Exercise details: In the data, find each line where the word "roads" appears and list that line.

Saved data entries:
━━━━━━━━━━

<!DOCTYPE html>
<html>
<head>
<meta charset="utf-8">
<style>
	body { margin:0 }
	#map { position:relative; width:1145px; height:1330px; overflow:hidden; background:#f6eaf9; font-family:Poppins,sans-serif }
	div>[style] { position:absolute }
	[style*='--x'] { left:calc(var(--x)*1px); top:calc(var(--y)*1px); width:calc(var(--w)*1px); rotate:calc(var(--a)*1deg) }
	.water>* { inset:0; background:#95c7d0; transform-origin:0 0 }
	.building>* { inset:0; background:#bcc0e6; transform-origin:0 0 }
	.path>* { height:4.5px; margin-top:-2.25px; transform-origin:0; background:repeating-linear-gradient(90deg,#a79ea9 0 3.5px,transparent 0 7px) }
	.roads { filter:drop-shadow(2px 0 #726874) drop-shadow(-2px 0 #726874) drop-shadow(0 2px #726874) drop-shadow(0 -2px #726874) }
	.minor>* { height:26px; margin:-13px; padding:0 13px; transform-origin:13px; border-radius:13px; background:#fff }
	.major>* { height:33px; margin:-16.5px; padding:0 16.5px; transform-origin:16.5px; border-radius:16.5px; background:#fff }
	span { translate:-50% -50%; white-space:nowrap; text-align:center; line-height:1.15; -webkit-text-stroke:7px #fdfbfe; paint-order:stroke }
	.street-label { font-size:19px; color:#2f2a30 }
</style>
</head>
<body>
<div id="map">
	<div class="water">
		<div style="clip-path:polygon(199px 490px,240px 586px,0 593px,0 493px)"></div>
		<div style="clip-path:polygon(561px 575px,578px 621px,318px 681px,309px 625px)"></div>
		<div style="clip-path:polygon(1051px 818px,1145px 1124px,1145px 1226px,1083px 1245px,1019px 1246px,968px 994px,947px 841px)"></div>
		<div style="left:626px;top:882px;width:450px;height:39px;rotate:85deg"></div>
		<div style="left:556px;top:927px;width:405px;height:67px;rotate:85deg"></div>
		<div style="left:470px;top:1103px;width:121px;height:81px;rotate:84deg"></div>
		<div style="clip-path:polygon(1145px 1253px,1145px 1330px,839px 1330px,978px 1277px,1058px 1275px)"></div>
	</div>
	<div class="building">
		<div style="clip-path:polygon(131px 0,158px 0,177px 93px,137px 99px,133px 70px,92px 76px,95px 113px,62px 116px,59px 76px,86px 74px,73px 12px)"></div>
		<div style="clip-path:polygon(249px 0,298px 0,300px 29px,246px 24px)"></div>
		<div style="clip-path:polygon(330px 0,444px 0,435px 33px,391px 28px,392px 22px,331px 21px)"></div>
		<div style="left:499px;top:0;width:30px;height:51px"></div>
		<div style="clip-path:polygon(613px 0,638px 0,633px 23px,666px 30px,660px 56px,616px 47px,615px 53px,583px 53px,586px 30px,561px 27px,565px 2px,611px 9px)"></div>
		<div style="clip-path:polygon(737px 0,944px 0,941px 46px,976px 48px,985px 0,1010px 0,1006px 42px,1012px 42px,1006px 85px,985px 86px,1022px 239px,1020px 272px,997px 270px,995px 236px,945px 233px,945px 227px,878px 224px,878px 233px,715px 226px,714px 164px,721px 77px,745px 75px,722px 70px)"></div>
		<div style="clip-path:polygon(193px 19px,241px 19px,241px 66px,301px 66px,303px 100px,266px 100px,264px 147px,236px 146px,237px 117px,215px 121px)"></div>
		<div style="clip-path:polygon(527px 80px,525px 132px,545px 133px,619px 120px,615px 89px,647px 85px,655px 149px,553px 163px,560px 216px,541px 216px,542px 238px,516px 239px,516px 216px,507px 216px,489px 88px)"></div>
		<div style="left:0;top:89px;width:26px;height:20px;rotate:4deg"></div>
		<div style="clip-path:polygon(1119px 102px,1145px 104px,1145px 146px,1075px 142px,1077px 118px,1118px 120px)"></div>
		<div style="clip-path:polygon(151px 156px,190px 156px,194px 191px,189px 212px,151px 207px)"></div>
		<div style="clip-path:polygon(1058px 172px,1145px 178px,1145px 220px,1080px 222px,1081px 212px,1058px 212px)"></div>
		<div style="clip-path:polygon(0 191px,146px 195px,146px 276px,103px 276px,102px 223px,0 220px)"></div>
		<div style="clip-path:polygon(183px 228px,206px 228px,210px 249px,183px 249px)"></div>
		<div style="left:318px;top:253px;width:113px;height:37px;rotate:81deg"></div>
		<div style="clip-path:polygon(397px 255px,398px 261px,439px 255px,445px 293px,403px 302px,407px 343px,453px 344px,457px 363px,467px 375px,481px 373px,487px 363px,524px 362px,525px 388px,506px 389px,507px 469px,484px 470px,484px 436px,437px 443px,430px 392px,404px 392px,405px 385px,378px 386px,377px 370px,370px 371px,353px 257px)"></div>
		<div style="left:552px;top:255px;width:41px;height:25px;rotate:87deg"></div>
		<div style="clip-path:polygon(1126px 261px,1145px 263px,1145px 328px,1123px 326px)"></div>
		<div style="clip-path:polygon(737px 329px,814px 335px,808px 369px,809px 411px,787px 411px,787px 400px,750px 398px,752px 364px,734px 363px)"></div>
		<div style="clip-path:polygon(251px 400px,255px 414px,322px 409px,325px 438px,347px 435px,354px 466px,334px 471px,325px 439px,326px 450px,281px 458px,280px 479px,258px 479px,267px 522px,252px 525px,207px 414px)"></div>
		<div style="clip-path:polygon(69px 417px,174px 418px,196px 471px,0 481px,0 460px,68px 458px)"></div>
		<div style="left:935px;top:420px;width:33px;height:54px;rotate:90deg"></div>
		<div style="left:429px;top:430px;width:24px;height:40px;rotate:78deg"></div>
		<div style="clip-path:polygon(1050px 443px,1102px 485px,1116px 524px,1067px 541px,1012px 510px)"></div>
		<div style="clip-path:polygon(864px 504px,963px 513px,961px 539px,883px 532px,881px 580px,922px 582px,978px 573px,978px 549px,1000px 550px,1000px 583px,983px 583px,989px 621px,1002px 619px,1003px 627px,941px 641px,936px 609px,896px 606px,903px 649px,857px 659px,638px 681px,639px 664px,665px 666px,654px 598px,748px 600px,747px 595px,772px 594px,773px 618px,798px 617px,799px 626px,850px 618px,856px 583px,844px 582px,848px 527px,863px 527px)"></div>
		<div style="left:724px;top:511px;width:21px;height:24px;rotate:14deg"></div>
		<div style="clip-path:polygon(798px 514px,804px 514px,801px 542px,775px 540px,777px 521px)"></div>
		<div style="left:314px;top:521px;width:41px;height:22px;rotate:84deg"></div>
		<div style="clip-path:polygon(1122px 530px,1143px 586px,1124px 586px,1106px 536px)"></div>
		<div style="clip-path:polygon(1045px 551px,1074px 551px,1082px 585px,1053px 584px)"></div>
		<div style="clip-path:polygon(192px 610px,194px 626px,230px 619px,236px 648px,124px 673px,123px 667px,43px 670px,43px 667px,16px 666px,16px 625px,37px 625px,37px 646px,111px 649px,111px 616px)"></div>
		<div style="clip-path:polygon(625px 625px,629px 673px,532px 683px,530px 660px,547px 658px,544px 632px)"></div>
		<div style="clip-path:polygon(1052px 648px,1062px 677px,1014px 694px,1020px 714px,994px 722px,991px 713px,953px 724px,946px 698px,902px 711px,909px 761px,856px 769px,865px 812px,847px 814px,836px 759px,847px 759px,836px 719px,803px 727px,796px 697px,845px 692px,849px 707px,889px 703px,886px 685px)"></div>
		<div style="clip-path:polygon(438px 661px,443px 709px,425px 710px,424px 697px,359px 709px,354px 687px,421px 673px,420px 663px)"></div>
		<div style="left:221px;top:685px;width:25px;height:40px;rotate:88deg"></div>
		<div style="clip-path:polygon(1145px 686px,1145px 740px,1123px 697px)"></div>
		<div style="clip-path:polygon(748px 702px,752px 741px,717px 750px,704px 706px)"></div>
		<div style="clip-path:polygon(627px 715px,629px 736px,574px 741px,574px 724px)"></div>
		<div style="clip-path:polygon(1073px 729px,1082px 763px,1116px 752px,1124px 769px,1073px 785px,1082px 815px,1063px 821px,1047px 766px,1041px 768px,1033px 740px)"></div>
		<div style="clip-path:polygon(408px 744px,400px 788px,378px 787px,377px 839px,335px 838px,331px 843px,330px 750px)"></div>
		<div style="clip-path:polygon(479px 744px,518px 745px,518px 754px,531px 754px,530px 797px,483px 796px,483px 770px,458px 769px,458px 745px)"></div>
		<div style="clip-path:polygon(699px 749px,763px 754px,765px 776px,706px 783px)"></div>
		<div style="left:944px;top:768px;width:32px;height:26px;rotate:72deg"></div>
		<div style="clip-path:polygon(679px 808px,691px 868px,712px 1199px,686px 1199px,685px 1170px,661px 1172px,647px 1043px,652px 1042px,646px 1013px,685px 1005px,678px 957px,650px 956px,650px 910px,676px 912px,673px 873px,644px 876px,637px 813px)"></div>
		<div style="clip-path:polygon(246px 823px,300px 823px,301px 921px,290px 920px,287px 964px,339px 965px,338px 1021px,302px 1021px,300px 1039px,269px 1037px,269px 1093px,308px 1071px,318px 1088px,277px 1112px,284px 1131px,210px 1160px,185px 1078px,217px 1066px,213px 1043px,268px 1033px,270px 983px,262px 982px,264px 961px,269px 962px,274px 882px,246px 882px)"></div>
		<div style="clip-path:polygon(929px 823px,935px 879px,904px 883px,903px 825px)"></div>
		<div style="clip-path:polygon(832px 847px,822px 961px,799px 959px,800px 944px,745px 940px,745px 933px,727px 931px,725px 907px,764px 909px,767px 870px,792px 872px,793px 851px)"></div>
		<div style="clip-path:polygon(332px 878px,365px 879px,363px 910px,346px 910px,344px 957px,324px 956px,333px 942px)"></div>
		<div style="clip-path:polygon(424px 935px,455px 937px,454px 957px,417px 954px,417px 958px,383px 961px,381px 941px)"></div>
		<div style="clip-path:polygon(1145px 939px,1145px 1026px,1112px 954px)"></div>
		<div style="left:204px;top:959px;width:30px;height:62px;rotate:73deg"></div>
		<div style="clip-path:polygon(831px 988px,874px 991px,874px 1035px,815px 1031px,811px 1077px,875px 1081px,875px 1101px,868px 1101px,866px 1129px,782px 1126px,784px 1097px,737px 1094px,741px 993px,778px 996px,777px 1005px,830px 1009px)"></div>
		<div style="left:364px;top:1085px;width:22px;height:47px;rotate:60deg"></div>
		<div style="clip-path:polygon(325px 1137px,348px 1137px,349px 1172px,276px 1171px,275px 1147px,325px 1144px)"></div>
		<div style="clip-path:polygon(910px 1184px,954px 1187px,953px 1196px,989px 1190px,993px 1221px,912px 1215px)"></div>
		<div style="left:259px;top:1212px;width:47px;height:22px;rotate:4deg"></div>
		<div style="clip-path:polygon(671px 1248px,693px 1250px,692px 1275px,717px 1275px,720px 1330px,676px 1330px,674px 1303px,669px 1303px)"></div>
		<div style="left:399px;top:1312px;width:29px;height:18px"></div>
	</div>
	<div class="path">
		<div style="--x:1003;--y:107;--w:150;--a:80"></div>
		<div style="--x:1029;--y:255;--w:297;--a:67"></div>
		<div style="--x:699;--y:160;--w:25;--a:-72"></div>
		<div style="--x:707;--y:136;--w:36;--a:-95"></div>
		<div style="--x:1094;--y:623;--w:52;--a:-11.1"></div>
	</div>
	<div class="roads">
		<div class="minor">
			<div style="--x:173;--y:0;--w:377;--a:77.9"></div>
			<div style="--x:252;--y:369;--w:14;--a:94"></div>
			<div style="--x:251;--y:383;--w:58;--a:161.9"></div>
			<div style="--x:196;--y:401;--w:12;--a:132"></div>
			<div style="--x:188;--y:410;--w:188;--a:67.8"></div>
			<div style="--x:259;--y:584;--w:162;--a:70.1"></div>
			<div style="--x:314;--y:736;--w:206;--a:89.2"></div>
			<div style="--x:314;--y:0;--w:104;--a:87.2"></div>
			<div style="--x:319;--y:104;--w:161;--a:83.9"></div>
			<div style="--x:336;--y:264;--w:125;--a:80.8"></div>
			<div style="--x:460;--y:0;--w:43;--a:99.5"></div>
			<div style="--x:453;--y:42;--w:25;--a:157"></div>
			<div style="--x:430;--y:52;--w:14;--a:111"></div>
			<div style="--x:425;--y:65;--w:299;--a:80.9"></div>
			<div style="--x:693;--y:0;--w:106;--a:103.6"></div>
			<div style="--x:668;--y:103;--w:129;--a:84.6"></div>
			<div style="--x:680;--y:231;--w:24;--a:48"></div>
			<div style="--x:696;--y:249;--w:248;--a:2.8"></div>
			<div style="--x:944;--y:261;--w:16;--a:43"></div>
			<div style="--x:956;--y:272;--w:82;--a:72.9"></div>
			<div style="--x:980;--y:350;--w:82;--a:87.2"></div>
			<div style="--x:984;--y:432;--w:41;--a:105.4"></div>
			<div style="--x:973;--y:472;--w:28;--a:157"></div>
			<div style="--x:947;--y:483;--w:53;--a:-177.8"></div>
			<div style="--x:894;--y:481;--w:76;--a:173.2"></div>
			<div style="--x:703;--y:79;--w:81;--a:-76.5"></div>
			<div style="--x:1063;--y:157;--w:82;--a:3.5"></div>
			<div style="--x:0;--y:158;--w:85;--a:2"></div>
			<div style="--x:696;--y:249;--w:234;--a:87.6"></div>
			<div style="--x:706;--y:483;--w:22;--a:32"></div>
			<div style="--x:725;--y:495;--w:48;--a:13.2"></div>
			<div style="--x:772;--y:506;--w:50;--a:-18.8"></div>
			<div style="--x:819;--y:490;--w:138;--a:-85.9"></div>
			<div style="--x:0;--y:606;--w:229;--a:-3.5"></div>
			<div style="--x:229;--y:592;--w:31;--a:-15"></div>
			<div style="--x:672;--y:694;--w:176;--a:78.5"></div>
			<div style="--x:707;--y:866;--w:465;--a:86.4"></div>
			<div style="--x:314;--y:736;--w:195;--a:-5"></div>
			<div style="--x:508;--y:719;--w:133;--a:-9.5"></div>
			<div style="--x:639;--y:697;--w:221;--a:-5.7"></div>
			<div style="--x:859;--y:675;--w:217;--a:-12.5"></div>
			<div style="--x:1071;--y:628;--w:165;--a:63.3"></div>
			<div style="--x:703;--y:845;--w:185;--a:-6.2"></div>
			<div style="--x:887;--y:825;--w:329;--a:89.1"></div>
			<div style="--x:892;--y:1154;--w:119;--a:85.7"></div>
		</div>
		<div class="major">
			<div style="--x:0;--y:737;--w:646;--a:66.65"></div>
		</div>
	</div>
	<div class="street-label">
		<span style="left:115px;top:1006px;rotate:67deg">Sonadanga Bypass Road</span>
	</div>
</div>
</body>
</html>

━━━━━━━━━━

Reply to the exercise:
	.roads { filter:drop-shadow(2px 0 #726874) drop-shadow(-2px 0 #726874) drop-shadow(0 2px #726874) drop-shadow(0 -2px #726874) }
	<div class="roads">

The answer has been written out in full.